In particular, I'd like to refer to the quoted sentence in brackets. It's quite untrue. In fact, the number seven in shuffling refers more to "perfect shuffles" than anything else. Imperfect shuffling, that is, when cards from each shuffling pile do not perfectly intertwine, produce more random results, if anything. While perfect, or close to perfect, shuffling produces predictable results, imperfect shuffing does not. So I think the bracket should be simply deleted from the article, since it's mathematically incorrect.
-- anonymous
I think it is true. Let's myopically focus on the card at the very top of the deck (say it's the ace of hearts). If the deck is "truly random", then there should be an equal probability that the AoH is in any location, right?
Let's say I always grab the top of the deck with my left hand, and then grab the bottom of the deck with my right hand. Say I always flip through the half-deck in my right hand faster than the half-deck in my left hand (poor riffle shuffling technique). Then once I've used up all the cards in my right hand, all the remaining cards in my left hand get thrown on top of the stack.
No matter how many times I riffle shuffle, that ace of hearts is thrown to the top of the stack. Not very random.
Say I *try* to make it more random by occasionally grabbing the top of the deck with my other hand. After 5 shuffles, the AoH is still likely to be somewhere in the top half of the deck. Better, but still not truly random. But after a few more riffle shuffles (occasionally switching which hand grabs the top of the deck), it gets closer to truly random.
On the other hand, I agree that "perfect" riffle shuffling isn't exactly random either.

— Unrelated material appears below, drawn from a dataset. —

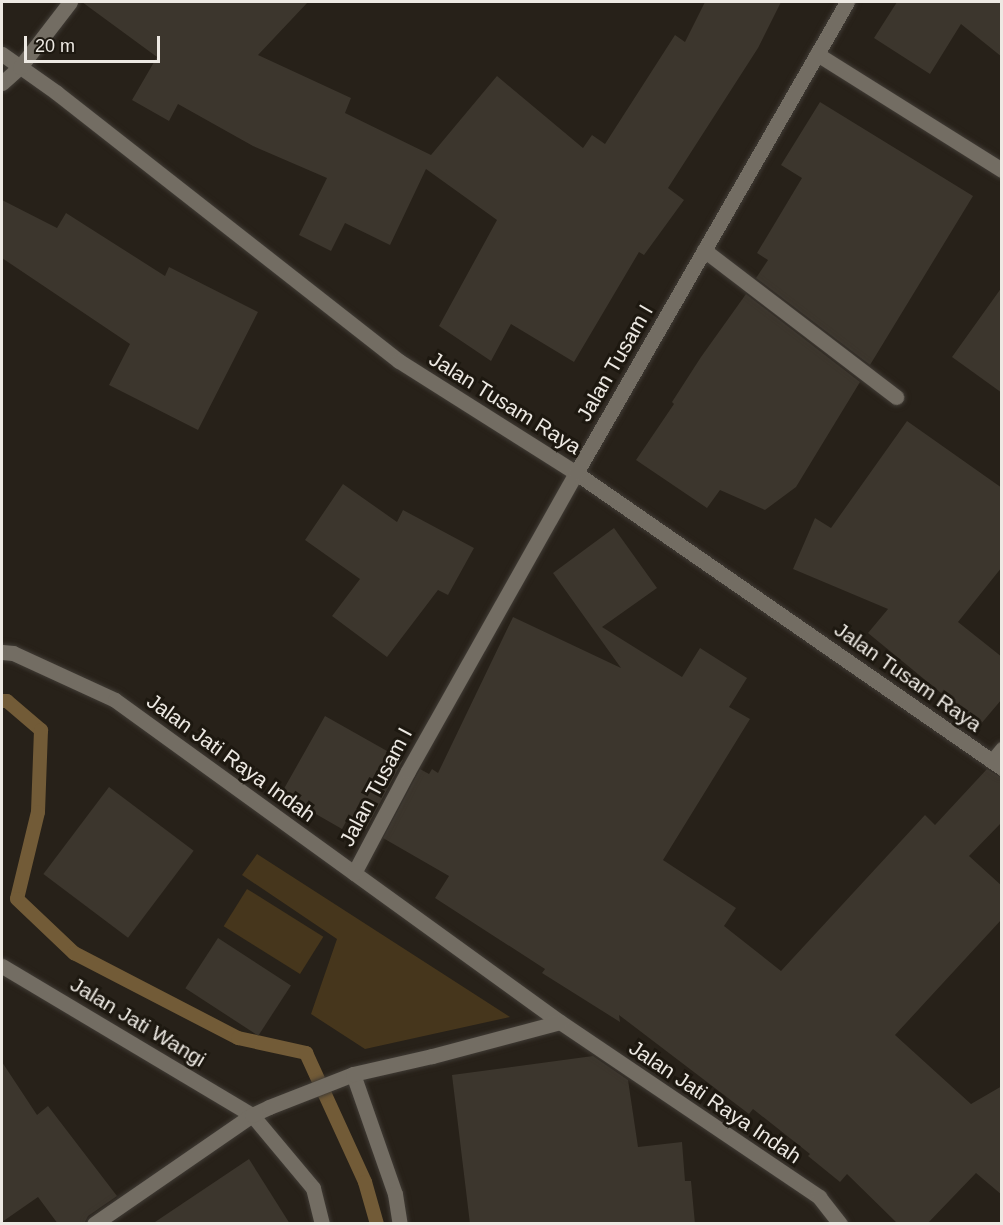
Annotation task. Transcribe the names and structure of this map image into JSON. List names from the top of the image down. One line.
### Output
{"streets":{"street":["Jalan Tusam I","Jalan Tusam Raya","Jalan Jati Raya Indah","Jalan Jati Wangi"]},"crossings":[["Jalan Tusam I","Jalan Tusam Raya"],["Jalan Tusam I","Jalan Jati Raya Indah"]],"scale_bar":"20 m"}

--DavidCary 23:34, 11 January 2006 (UTC)
[edit] Speed rate for shuffling
Someone should add a section on performance issues associated with different shuffling algorithms ? Maybe have a diagram with real world data, and clock cycles used, approx milliseconds, etc.. Help the real world developers.. I actually might be able to come up with some data and sample code if I come up with some free time
- Have you seen http://c2.com/cgi/wiki?LinearShuffle ?
[edit] Riffle and Bridge
I disagree that the bridge "technique" after a riffle shuffle is just for showing off. On softer paper playing cards, the cards bend easily from a riffle shuffle, and the bridge bends them back, keeping them straight. 70.111.224.85 19:05, 11 January 2006 (UTC)

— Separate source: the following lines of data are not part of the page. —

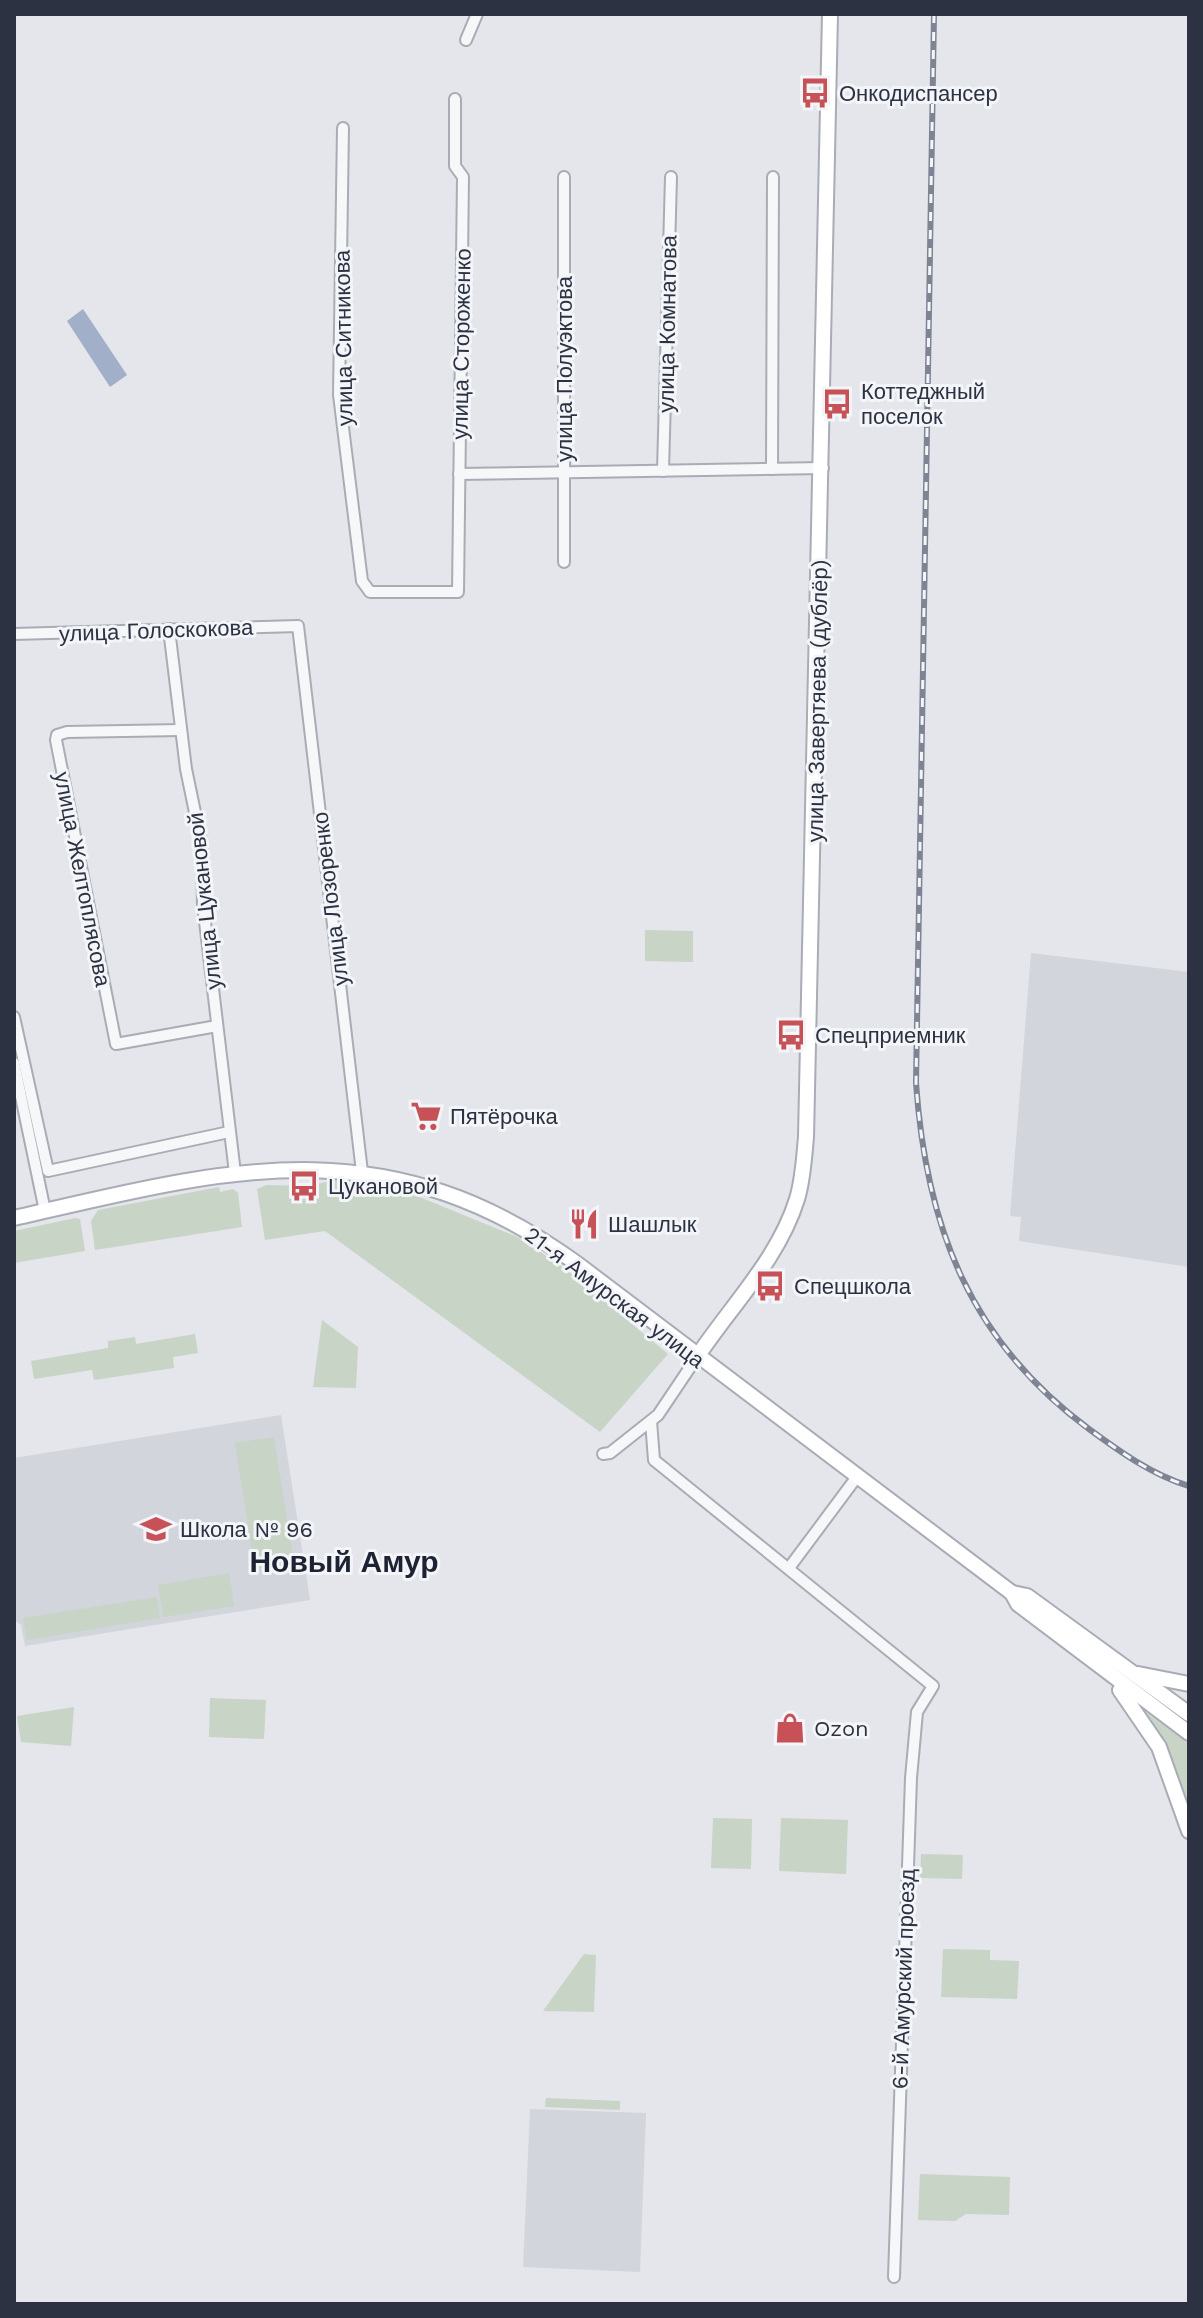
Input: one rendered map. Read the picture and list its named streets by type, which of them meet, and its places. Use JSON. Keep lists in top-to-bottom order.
{
  "streets": {
    "main road": ["улица Завертяева (дублёр)", "21-я Амурская улица"],
    "street": [
      "улица Комнатова",
      "улица Ситникова",
      "улица Стороженко",
      "улица Полуэктова",
      "улица Голоскокова",
      "улица Желтоплясова",
      "улица Лозоренко",
      "улица Цукановой",
      "6-й Амурский проезд"
    ]
  },
  "crossings": [
    ["улица Ситникова", "улица Стороженко"],
    ["улица Голоскокова", "улица Лозоренко"],
    ["улица Голоскокова", "улица Цукановой"],
    ["улица Завертяева (дублёр)", "21-я Амурская улица"],
    ["улица Желтоплясова", "улица Цукановой"],
    ["улица Лозоренко", "21-я Амурская улица"],
    ["улица Цукановой", "21-я Амурская улица"]
  ],
  "districts": ["Новый Амур"],
  "places": {
    "bus stop": [
      "Онкодиспансер",
      "Коттеджный поселок",
      "Спецприемник",
      "Цукановой",
      "Спецшкола"
    ],
    "supermarket": ["Пятёрочка"],
    "restaurant": ["Шашлык"],
    "school or university": ["Школа № 96"],
    "shop": ["Ozon"]
  }
}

I also disagree with this business about the "bridge" being some kind of show-off technique. But it hardly matters whether I disagree or not; the important thing to consider here is that it's nothing but opinion, and therefore non-NPOV, and therefore doesn't belong on the Wikipedia. I've deleted the statement, along with the first sentence of the sub-section dealing with the pile shuffle, since it's not only misleading but also self-contradictory (it starts by saying the pile shuffle isn't a randomization procedure [the portion I've deleted] and then immediately goes on to say that the aim of it is to move formerly-adjacent cards apart--which, since adjacent cards tend to be adjacent because they formed runs or sets and the person holding the hands put them together, would clearly imply that it is a randomization procedure). Buck 01:32, 31 January 2006 (UTC)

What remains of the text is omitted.